→ **What you will do**: Which lines in the records below contain the word "هاشمی"? Copy each of them.

-*-

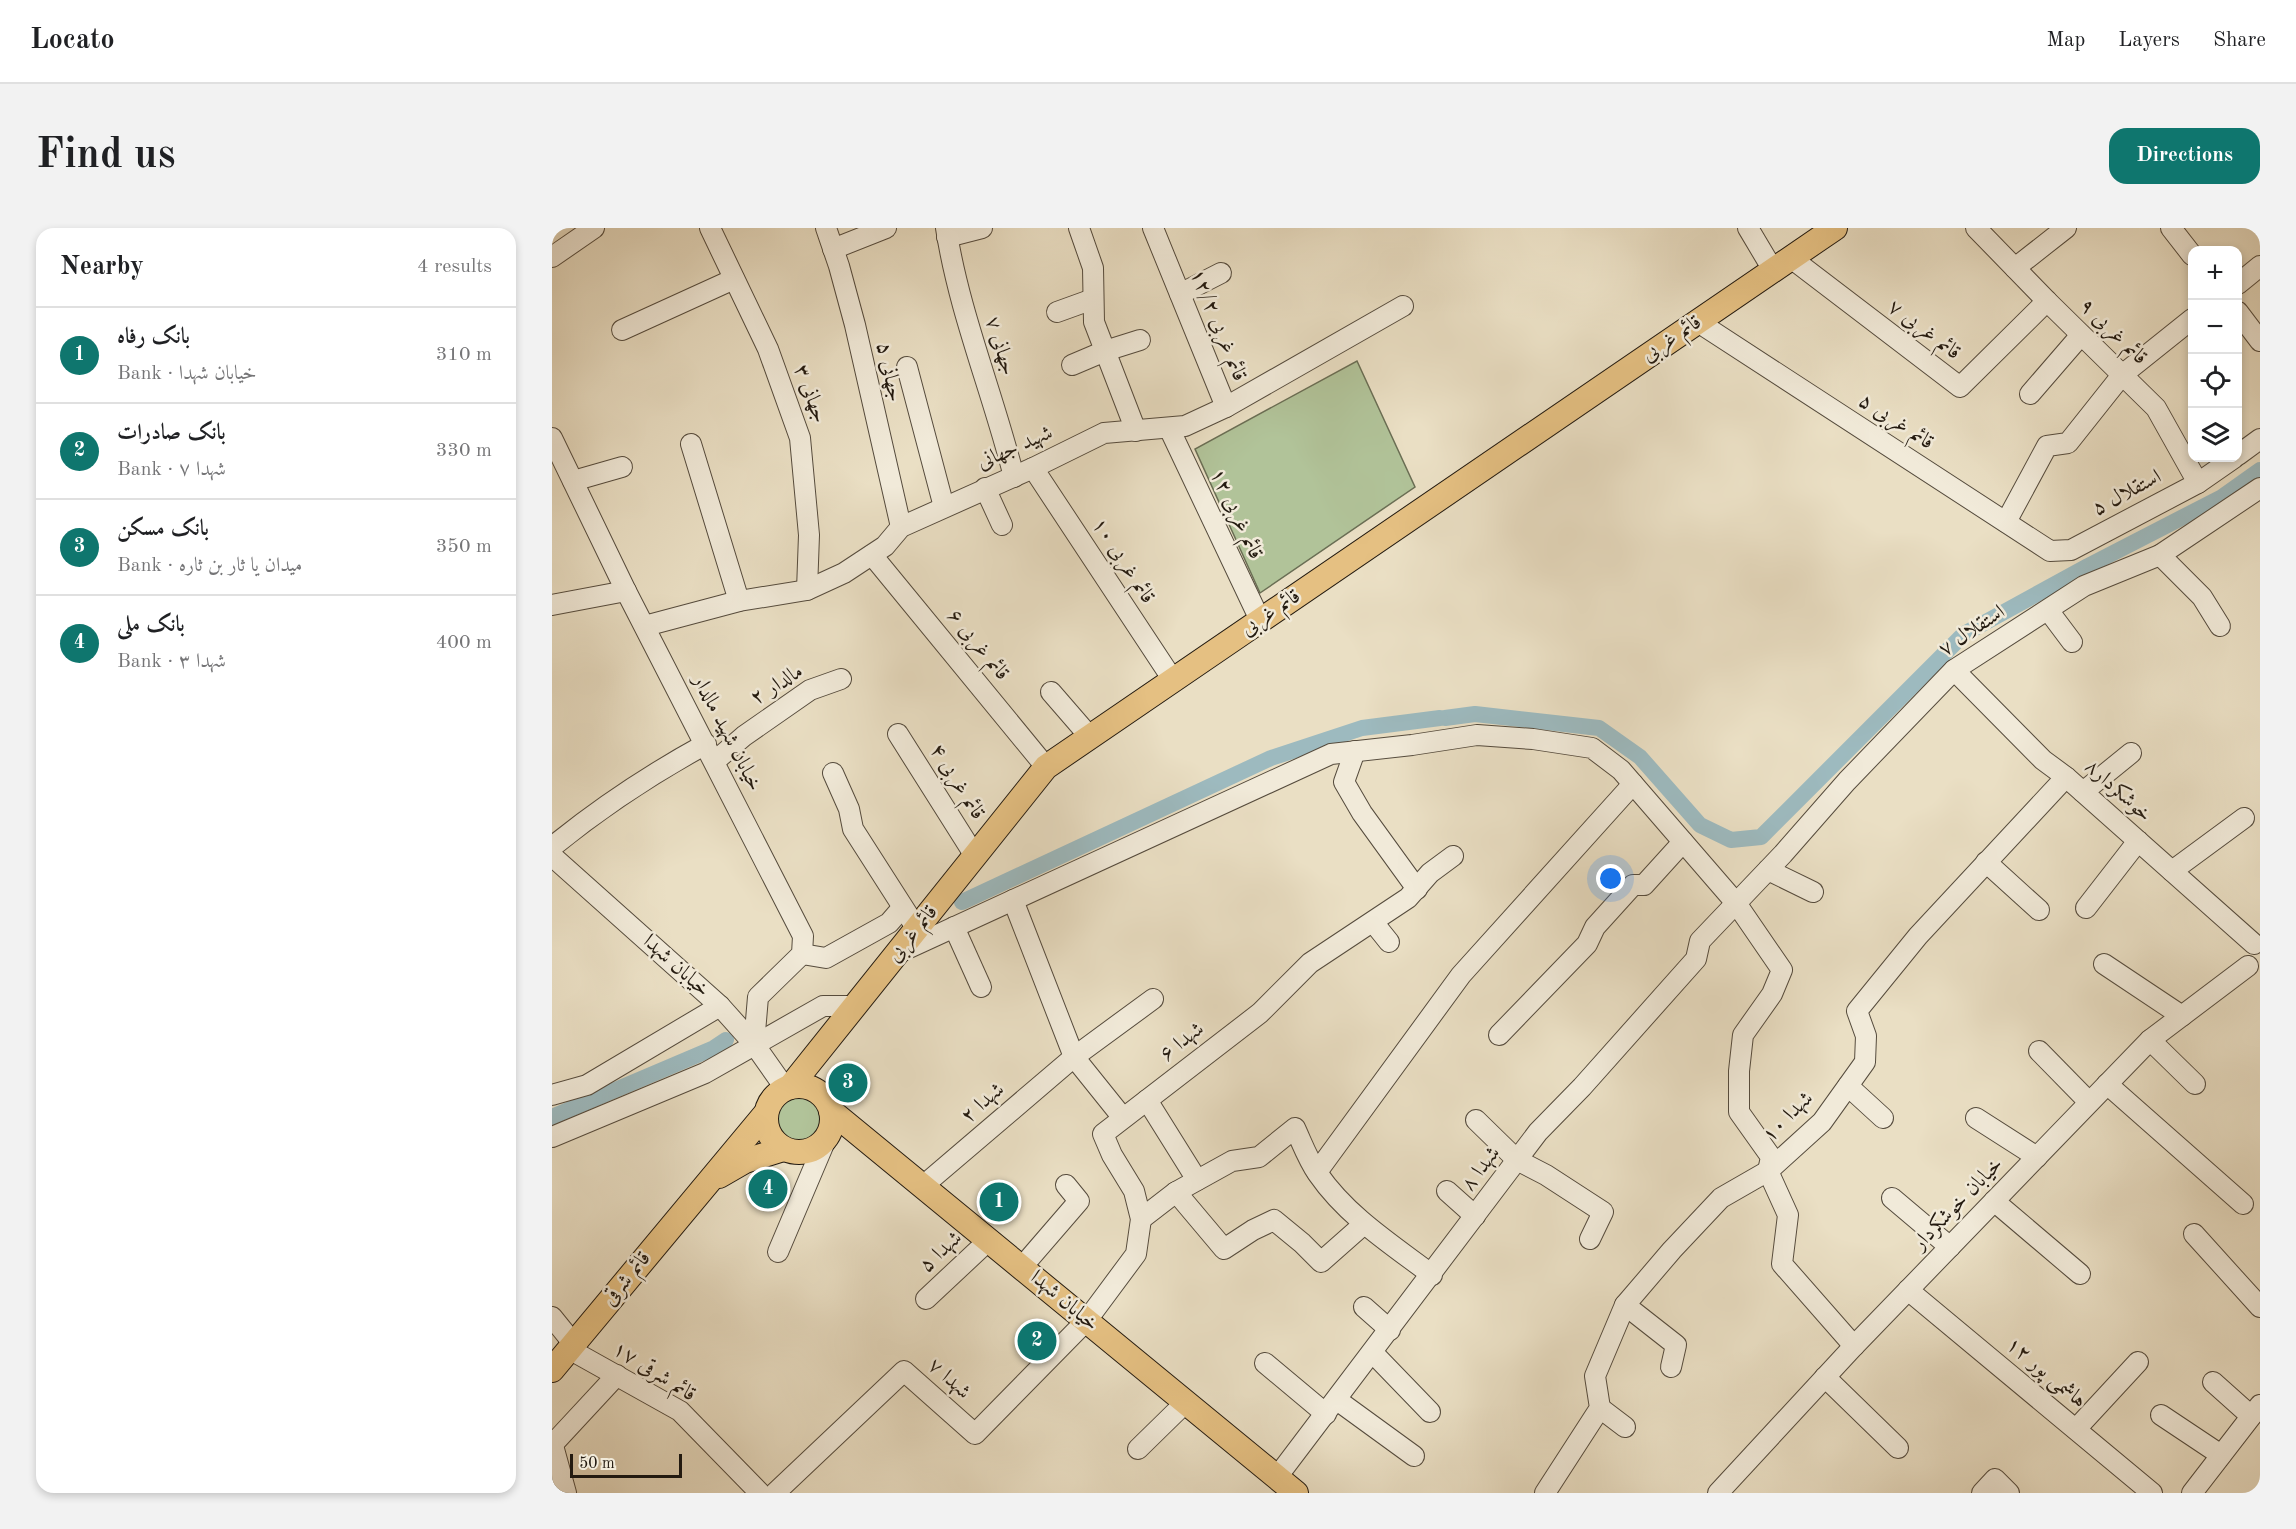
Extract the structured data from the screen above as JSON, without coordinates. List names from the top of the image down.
{
  "streets": {
    "main road": ["قائم غربی", "خیابان شهدا", "قائم شرقی"],
    "street": [
      "قائم غربی ۱۲/۲",
      "قائم غربی ۷",
      "قائم غربی ۹",
      "جهانی ۷",
      "جهانی ۵",
      "جهانی ۳",
      "قائم غربی ۵",
      "شهید جهانی",
      "استقلال ۵",
      "قائم غربی ۱۲",
      "قائم غربی ۱۰",
      "استقلال ۷",
      "قائم غربی ۶",
      "مالدار ۲",
      "خیابان شهید مالدار",
      "قائم غربی ۴",
      "خوشکردار۸",
      "شهدا ۶",
      "شهدا ۲",
      "شهدا ۱۰",
      "شهدا ۸",
      "خیابان خوشکردار",
      "شهدا ۵",
      "قائم شرقی ۱۷",
      "هاشمی پور ۱۲",
      "شهدا ۷"
    ]
  },
  "crossings": [
    ["قائم غربی ۱۲/۲", "شهید جهانی"],
    ["قائم غربی ۷", "قائم غربی ۹"],
    ["قائم غربی ۷", "قائم غربی"],
    ["قائم غربی ۹", "استقلال ۵"],
    ["قائم غربی", "قائم غربی ۵"],
    ["قائم غربی", "قائم غربی ۱۲"],
    ["قائم غربی", "قائم غربی ۱۰"],
    ["قائم غربی", "قائم غربی ۶"],
    ["قائم غربی", "قائم غربی ۴"],
    ["قائم غربی", "خیابان شهدا"],
    ["قائم غربی", "قائم شرقی"],
    ["جهانی ۷", "شهید جهانی"],
    ["جهانی ۵", "شهید جهانی"],
    ["جهانی ۳", "شهید جهانی"],
    ["قائم غربی ۵", "استقلال ۵"],
    ["شهید جهانی", "قائم غربی ۱۲"],
    ["شهید جهانی", "قائم غربی ۱۰"],
    ["شهید جهانی", "قائم غربی ۶"],
    ["شهید جهانی", "خیابان شهید مالدار"],
    ["استقلال ۷", "خوشکردار۸"],
    ["استقلال ۷", "شهدا ۸"],
    ["مالدار ۲", "خیابان شهید مالدار"],
    ["خوشکردار۸", "شهدا ۱۰"],
    ["خیابان شهدا", "شهدا ۶"],
    ["خیابان شهدا", "شهدا ۲"],
    ["خیابان شهدا", "شهدا ۸"],
    ["خیابان شهدا", "شهدا ۵"],
    ["خیابان شهدا", "قائم شرقی"],
    ["خیابان شهدا", "شهدا ۷"],
    ["شهدا ۶", "شهدا ۷"],
    ["خیابان خوشکردار", "هاشمی پور ۱۲"],
    ["قائم شرقی", "قائم شرقی ۱۷"]
  ],
  "scale_bar": "50 m",
  "page": {
    "header": "Locato",
    "nav": ["Map", "Layers", "Share"],
    "buttons": "Directions",
    "title": "Find us",
    "heading": ["Nearby", "4 results"],
    "map_buttons": ["+", "−"],
    "list": [
      {
        "mark": "1",
        "name": "بانک رفاه",
        "note": "Bank · خیابان شهدا",
        "value": "310 m"
      },
      {
        "mark": "2",
        "name": "بانک صادرات",
        "note": "Bank · شهدا ۷",
        "value": "330 m"
      },
      {
        "mark": "3",
        "name": "بانک مسکن",
        "note": "Bank · میدان یا ثار بن ثاره",
        "value": "350 m"
      },
      {
        "mark": "4",
        "name": "بانک ملی",
        "note": "Bank · شهدا ۳",
        "value": "400 m"
      }
    ],
    "pins": [
      "3",
      "4",
      "1",
      "2"
    ],
    "scale": "50 m"
  }
}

-*-

→ **Written answer**:
      "هاشمی پور ۱۲",
    ["خیابان خوشکردار", "هاشمی پور ۱۲"],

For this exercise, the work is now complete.